Durante la audiencia judicial por el fallecimiento del niño de 4 años en Comodoro Rivadavia, surgieron fuertes acusaciones que apuntan a una agresión deliberada. La causa avanza con la madre y el padrastro detenidos, mientras se profundiza la investigación sobre un posible contexto de violencia sostenida.
La investigación por la muerte de Ángel López, el nene de cuatro años que falleció en Comodoro Rivadavia durante el domingo de Pascuas, continúa sumando elementos clave que refuerzan la hipótesis de un hecho violento.
Uno de los puntos más contundentes surgió en la audiencia, donde se sostuvo que las lesiones que presentaba el menor no habrían sido accidentales, sino producto de golpes aplicados de manera voluntaria.
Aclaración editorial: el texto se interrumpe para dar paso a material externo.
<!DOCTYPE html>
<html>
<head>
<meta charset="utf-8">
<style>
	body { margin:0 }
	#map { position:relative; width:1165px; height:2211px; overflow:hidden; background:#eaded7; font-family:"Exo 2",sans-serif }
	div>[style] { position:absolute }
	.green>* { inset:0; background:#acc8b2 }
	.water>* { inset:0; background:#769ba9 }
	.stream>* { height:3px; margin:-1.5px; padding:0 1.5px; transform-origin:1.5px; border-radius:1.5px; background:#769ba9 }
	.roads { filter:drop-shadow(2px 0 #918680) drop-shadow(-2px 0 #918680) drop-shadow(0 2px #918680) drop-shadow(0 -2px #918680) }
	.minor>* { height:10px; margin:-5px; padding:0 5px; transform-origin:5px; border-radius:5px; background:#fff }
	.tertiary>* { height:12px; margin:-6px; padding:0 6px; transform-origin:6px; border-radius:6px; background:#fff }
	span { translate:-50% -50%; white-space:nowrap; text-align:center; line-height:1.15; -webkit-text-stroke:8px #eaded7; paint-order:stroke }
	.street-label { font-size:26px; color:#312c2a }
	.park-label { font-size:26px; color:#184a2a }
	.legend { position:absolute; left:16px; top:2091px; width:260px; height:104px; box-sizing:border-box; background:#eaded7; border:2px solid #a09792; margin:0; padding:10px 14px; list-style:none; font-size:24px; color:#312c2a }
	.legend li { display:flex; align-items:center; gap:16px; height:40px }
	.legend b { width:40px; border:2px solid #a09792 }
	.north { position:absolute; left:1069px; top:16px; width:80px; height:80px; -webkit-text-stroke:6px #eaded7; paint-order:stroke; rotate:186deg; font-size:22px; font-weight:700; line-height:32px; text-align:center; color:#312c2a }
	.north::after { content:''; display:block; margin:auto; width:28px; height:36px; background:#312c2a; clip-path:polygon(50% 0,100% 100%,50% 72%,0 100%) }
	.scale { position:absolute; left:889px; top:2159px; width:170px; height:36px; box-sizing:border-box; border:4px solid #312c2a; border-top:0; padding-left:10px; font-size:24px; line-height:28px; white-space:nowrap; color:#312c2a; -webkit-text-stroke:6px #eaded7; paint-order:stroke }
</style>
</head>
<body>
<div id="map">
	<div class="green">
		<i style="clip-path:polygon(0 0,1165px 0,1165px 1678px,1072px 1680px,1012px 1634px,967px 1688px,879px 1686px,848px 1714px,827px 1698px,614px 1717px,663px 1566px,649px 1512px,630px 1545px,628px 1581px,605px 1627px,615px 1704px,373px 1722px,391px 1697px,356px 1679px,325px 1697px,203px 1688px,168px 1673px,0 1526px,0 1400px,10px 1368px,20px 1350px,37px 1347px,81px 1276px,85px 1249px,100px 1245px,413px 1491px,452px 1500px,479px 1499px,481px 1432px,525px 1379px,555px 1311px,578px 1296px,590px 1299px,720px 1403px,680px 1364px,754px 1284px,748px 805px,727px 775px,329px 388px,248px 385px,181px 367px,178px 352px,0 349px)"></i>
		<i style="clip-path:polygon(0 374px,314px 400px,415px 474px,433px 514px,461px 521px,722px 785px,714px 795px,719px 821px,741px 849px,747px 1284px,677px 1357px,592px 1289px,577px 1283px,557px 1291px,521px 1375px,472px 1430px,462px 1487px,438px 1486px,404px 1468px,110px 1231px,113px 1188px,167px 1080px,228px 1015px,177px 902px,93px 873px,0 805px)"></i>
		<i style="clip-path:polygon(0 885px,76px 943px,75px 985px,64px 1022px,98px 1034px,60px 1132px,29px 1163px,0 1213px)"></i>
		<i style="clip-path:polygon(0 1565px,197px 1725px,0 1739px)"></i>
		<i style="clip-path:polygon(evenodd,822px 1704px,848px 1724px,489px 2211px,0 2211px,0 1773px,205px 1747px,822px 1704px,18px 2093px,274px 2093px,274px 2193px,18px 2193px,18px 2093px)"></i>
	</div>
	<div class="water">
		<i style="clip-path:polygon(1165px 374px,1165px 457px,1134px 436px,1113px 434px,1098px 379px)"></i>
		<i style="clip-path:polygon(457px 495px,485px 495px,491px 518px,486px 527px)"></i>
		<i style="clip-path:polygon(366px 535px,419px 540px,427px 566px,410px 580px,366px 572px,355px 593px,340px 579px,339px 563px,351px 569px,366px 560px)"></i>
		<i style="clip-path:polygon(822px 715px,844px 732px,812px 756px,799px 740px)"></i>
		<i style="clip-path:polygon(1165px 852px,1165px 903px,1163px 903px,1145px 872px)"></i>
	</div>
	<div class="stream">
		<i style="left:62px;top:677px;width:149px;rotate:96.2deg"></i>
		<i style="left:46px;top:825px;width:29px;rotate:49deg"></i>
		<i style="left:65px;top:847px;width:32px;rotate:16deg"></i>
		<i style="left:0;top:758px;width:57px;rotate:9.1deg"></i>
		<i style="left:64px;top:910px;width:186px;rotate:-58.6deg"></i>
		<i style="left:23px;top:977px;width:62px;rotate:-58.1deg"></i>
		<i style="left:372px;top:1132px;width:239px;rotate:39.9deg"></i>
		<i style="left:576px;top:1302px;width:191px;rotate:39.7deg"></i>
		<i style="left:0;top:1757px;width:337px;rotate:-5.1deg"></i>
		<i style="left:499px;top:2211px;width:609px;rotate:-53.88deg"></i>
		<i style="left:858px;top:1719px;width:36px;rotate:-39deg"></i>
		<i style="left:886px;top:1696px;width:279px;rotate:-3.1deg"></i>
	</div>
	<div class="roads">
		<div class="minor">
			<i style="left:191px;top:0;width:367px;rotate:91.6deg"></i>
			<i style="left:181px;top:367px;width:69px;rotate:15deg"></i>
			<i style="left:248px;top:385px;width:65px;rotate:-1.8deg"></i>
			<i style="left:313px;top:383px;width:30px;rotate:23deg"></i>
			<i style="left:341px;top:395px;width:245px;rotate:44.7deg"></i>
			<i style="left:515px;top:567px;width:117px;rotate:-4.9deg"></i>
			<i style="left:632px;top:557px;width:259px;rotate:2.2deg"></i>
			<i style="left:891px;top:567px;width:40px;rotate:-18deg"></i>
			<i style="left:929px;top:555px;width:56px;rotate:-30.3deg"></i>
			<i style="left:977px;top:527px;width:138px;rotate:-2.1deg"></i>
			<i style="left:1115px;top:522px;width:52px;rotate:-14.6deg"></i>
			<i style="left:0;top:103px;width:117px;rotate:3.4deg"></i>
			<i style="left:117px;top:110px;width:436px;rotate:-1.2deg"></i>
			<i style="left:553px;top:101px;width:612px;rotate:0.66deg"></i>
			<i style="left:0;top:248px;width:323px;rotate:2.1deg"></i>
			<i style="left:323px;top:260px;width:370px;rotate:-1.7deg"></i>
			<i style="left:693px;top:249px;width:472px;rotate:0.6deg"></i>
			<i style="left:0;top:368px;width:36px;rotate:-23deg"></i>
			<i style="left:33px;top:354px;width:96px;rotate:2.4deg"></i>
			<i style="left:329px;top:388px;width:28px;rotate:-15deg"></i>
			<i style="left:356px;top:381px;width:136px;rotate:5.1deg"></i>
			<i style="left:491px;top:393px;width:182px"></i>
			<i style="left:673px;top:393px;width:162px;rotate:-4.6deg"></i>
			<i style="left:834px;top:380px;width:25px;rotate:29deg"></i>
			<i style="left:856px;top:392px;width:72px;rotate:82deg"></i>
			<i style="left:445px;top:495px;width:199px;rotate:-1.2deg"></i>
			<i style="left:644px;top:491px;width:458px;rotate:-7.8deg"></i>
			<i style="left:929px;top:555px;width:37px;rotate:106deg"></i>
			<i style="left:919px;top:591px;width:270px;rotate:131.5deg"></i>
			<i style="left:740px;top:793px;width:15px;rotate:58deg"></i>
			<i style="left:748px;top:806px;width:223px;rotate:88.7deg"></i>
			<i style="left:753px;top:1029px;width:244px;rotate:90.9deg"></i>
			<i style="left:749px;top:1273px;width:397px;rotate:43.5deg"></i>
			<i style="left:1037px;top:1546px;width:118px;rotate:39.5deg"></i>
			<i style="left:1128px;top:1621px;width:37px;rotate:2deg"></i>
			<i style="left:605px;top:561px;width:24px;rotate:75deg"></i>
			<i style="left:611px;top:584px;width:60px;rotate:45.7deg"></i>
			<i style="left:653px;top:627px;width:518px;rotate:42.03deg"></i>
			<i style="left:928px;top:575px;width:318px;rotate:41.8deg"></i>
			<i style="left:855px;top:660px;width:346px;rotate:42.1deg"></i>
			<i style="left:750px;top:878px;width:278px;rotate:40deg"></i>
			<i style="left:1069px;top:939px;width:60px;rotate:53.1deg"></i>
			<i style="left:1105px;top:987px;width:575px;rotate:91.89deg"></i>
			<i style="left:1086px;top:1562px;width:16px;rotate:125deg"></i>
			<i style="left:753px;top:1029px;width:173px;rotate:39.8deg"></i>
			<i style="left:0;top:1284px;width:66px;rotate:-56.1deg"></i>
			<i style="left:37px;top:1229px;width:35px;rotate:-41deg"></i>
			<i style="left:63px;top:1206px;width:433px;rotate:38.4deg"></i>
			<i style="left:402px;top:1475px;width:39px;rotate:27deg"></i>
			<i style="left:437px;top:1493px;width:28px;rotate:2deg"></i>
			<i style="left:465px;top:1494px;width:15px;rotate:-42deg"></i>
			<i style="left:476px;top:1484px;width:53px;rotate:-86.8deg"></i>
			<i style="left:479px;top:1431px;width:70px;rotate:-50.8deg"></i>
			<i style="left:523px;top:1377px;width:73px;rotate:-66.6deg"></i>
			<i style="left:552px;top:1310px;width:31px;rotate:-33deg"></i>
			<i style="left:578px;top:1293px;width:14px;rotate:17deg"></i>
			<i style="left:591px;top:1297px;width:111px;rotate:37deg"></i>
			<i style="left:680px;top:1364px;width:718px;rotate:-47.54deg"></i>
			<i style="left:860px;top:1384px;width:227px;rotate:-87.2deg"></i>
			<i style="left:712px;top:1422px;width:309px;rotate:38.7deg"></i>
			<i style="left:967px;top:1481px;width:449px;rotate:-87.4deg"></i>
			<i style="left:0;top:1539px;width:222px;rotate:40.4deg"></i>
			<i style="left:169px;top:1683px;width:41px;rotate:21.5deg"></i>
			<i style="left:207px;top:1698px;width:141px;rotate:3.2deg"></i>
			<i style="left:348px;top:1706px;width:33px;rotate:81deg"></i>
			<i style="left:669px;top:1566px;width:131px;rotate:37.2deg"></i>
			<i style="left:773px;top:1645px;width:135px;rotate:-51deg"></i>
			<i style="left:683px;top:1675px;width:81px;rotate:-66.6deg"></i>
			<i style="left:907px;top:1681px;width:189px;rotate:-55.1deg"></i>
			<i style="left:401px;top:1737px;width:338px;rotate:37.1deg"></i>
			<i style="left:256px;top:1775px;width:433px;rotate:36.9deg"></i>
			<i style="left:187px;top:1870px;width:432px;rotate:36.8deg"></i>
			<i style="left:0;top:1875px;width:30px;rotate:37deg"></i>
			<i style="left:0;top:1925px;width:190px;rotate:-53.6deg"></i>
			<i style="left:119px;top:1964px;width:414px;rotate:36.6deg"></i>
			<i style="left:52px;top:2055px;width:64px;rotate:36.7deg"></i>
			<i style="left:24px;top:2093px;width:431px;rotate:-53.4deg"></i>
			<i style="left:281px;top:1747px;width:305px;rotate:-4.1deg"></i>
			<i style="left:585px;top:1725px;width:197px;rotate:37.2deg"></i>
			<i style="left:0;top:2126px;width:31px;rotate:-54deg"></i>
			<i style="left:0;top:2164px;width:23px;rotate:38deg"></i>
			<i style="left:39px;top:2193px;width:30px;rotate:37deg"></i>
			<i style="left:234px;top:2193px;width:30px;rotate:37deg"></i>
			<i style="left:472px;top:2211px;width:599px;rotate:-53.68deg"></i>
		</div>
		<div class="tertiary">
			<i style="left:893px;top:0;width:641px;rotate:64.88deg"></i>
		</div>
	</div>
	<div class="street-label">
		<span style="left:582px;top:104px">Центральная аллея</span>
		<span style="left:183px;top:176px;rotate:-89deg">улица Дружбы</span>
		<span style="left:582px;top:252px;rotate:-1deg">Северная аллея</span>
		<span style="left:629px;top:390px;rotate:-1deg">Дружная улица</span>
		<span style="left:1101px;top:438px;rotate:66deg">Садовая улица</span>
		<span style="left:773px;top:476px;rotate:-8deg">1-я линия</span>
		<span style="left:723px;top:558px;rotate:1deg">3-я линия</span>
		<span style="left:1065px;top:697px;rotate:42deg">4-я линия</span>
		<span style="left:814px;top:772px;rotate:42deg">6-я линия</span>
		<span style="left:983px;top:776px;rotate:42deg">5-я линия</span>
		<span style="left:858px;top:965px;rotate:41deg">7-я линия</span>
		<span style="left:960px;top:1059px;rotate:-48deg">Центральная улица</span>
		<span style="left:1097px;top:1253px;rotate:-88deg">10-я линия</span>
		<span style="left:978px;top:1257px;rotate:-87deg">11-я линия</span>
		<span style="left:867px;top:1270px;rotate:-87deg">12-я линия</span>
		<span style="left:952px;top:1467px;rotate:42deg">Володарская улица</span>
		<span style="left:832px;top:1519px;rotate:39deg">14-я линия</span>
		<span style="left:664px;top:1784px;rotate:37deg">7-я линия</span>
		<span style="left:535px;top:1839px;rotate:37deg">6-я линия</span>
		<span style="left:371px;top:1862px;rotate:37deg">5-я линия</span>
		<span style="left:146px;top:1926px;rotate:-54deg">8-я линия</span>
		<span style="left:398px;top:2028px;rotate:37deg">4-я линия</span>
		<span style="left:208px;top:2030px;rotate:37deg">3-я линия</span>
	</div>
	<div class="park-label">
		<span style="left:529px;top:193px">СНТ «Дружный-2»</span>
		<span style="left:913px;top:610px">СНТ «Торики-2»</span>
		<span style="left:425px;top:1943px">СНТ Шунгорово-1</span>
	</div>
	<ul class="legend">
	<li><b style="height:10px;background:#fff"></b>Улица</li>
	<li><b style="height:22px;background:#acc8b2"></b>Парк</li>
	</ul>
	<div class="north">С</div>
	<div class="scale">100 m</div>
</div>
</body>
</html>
Esta afirmación se apoya en los resultados preliminares de la autopsia realizada por el Cuerpo Médico Forense de Chubut.
El informe determinó que el niño sufrió al menos una veintena de impactos en la cabeza. Estas lesiones provocaron un edema cerebral hemorrágico generalizado que derivó en un paro cardiorrespiratorio, causante de la muerte. A pesar de la gravedad de los golpes, no se detectaron fracturas óseas, aunque sí un daño interno severo en el cerebro.
Los especialistas también remarcaron un dato que llamó especialmente la atención: las lesiones estaban concentradas únicamente en la cabeza, sin signos de agresiones en otras partes del cuerpo. Esto refuerza la sospecha de que se trató de una agresión reiterada y focalizada.
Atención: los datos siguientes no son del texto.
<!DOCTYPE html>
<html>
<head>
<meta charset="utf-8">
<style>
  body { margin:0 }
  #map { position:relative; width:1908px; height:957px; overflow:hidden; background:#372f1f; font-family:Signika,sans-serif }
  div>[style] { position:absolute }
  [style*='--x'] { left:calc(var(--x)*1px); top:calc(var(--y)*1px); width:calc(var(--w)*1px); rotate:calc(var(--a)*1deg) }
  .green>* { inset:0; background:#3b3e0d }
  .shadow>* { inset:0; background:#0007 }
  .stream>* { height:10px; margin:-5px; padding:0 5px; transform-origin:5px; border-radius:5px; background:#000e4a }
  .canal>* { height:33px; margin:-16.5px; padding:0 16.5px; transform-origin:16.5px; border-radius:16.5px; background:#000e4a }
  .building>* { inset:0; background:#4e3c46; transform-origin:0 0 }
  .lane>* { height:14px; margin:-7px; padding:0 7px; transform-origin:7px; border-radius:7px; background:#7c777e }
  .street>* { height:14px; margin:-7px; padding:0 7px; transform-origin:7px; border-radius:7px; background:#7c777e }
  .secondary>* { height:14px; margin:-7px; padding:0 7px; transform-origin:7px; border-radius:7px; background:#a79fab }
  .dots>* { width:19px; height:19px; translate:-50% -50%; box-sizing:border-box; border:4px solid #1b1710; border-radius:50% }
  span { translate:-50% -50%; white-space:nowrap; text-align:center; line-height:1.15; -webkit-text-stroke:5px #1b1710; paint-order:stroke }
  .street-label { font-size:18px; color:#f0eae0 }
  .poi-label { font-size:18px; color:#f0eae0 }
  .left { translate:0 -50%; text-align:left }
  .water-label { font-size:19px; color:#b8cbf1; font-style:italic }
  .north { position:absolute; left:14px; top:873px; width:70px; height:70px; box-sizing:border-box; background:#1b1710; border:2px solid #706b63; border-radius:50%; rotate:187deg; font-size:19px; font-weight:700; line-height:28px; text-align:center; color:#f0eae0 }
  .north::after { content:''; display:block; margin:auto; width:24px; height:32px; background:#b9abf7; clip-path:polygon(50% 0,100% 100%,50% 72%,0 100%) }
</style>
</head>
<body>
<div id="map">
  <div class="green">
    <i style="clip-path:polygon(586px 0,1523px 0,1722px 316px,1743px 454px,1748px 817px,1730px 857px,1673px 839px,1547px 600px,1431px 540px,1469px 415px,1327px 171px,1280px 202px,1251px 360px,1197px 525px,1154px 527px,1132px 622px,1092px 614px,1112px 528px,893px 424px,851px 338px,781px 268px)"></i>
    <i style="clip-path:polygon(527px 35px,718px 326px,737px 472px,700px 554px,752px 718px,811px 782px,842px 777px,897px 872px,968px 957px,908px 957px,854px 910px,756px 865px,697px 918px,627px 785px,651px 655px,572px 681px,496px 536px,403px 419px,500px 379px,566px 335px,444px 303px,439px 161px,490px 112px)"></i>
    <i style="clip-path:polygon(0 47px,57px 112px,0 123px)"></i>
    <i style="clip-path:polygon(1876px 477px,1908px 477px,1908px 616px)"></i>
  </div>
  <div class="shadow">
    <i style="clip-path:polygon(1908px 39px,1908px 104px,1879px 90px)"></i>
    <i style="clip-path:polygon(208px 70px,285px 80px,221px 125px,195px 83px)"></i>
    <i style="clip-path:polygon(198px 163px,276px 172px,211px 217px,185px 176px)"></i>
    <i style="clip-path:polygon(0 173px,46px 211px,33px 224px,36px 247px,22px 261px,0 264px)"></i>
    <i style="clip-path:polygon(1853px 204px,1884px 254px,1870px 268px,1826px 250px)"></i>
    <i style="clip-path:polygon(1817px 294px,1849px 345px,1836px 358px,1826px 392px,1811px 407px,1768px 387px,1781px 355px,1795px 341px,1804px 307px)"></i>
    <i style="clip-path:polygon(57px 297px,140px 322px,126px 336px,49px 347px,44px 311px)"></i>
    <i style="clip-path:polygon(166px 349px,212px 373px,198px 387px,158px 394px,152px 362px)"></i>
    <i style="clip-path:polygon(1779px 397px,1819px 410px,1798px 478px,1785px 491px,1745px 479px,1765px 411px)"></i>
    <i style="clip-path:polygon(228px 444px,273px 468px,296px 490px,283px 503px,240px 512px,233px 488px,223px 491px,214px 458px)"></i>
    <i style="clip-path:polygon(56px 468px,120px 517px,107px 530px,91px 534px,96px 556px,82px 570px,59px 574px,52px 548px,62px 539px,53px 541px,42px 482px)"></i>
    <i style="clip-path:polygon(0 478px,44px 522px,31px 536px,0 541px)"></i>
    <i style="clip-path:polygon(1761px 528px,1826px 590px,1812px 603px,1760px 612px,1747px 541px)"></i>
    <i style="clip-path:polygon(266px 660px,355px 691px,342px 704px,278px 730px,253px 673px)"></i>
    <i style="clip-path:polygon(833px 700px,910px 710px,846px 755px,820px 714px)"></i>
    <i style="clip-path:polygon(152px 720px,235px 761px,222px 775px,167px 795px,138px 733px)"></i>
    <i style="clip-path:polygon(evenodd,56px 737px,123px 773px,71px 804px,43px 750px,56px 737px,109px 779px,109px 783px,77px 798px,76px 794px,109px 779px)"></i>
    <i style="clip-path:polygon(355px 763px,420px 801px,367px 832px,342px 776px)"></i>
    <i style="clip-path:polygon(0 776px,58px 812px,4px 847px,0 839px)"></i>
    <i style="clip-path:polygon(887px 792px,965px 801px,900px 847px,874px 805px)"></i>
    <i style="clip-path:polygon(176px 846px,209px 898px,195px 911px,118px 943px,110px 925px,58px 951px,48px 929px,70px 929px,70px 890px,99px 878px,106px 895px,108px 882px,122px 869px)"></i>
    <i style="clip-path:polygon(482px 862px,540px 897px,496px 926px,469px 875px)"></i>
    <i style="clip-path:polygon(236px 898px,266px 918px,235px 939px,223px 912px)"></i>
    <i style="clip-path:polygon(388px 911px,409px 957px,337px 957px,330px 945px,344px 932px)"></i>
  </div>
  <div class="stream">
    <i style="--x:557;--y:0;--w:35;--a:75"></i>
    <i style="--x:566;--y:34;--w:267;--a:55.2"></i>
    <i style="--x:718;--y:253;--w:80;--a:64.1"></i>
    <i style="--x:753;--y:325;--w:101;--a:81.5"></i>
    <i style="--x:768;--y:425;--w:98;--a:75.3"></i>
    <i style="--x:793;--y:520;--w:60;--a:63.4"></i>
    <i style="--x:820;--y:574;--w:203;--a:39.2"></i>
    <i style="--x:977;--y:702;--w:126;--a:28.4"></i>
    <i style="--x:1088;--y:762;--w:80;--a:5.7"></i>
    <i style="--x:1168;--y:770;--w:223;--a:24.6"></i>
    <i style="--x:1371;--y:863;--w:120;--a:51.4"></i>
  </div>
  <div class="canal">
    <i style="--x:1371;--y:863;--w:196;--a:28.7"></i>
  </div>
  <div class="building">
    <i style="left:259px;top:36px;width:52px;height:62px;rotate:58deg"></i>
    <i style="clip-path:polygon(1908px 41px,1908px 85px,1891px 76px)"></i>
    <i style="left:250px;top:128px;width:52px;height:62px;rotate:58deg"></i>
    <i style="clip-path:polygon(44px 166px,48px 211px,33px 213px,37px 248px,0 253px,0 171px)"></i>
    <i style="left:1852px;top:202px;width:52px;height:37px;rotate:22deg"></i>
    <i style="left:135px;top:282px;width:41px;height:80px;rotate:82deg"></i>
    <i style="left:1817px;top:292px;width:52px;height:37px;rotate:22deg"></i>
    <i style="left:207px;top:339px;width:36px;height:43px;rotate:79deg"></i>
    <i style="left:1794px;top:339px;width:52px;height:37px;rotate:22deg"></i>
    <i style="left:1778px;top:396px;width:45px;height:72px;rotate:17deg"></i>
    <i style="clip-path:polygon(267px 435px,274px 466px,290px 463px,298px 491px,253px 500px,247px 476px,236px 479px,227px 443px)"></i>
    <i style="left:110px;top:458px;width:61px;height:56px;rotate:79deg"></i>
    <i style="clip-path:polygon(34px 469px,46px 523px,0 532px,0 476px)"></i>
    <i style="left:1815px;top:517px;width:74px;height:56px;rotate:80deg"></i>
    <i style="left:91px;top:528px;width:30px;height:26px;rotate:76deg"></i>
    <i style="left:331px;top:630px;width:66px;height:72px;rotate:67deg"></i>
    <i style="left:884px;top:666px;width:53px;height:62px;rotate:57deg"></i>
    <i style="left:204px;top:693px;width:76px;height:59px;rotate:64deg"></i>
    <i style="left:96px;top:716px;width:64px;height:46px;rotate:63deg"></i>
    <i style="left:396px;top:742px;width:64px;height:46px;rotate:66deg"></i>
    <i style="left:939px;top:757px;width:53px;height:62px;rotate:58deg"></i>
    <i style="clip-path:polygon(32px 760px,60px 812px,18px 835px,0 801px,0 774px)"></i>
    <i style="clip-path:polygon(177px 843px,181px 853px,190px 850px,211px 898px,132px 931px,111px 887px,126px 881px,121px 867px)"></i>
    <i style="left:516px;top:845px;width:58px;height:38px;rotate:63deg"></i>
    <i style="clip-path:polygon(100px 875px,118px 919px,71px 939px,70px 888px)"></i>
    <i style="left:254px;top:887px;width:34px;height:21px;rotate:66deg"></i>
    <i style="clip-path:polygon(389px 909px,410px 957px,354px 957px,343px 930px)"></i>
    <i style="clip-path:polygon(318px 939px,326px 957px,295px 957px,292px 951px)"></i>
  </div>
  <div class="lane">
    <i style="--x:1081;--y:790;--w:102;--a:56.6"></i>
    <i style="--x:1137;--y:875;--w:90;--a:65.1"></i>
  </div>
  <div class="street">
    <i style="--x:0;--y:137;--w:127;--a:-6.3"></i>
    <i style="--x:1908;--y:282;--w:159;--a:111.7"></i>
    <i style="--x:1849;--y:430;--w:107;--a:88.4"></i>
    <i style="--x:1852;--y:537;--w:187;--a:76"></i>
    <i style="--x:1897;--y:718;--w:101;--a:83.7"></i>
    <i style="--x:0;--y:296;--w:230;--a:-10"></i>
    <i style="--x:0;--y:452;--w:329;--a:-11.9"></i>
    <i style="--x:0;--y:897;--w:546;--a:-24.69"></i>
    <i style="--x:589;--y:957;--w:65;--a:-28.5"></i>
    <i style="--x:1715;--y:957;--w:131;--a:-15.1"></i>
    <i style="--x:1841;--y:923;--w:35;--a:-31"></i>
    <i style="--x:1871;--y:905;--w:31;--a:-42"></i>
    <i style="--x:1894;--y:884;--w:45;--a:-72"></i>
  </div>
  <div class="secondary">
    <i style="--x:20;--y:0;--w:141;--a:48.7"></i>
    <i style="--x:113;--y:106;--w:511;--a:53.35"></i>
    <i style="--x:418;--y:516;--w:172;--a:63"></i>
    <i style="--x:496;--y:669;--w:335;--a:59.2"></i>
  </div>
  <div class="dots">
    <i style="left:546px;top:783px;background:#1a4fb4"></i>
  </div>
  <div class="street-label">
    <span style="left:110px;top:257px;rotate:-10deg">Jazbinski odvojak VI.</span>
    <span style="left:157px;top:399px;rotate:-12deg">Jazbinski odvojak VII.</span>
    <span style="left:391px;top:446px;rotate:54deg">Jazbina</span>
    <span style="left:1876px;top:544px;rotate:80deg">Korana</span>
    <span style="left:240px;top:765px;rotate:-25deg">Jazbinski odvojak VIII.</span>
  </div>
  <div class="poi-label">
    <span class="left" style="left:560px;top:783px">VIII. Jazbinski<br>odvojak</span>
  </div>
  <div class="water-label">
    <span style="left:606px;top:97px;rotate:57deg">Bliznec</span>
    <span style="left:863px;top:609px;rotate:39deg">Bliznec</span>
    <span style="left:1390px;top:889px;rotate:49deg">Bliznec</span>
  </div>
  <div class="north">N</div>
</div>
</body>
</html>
Además, los peritos no descartan que haya existido algún mecanismo de asfixia, aunque no se observaron marcas visibles en el cuello. Esta posibilidad continúa siendo analizada a través de estudios complementarios.
A partir de estos resultados, la Justicia dispuso la detención de la madre del niño, Mariela Beatriz Altamirano, y de su pareja, Michel Kevin González, quienes serán imputados por homicidio agravado por el vínculo.
En paralelo, la fiscalía avanza en la reconstrucción del entorno en el que vivía el menor. Las primeras líneas de investigación apuntan a un posible contexto de violencia prolongada, que podría haber sido determinante en el desenlace fatal.
El abogado querellante, Roberto Castillo, confirmó que mantienen contacto permanente con el fiscal del caso y destacó el trabajo realizado durante los primeros días de la investigación. En ese sentido, indicó que desde la acusación particular colaboran activamente para sostener la hipótesis del homicidio.
Castillo también cuestionó que los acusados estuvieran al cuidado de otra menor, considerando la gravedad del hecho. Según planteó, resultaba contradictorio que, ante la sospecha de un infanticidio, el Estado permitiera que continuaran a cargo de una bebé.
Las críticas más duras del letrado estuvieron dirigidas al sistema judicial de Familia. Señaló que existió una cadena de fallas institucionales que dejaron al niño en una situación de extrema vulnerabilidad.
En ese contexto, sostuvo que la muerte de Ángel no solo estaría vinculada a la conducta de los acusados, sino también a decisiones judiciales previas que lo alejaron de su entorno de contención. Según expresó, el menor quedó aislado de su red familiar y expuesto a un escenario que terminó siendo fatal.
Mientras tanto, la causa sigue en pleno proceso investigativo, con la recolección de pruebas y el análisis de los estudios forenses pendientes, que serán claves para determinar con precisión cómo ocurrieron los hechos y establecer las responsabilidades correspondientes.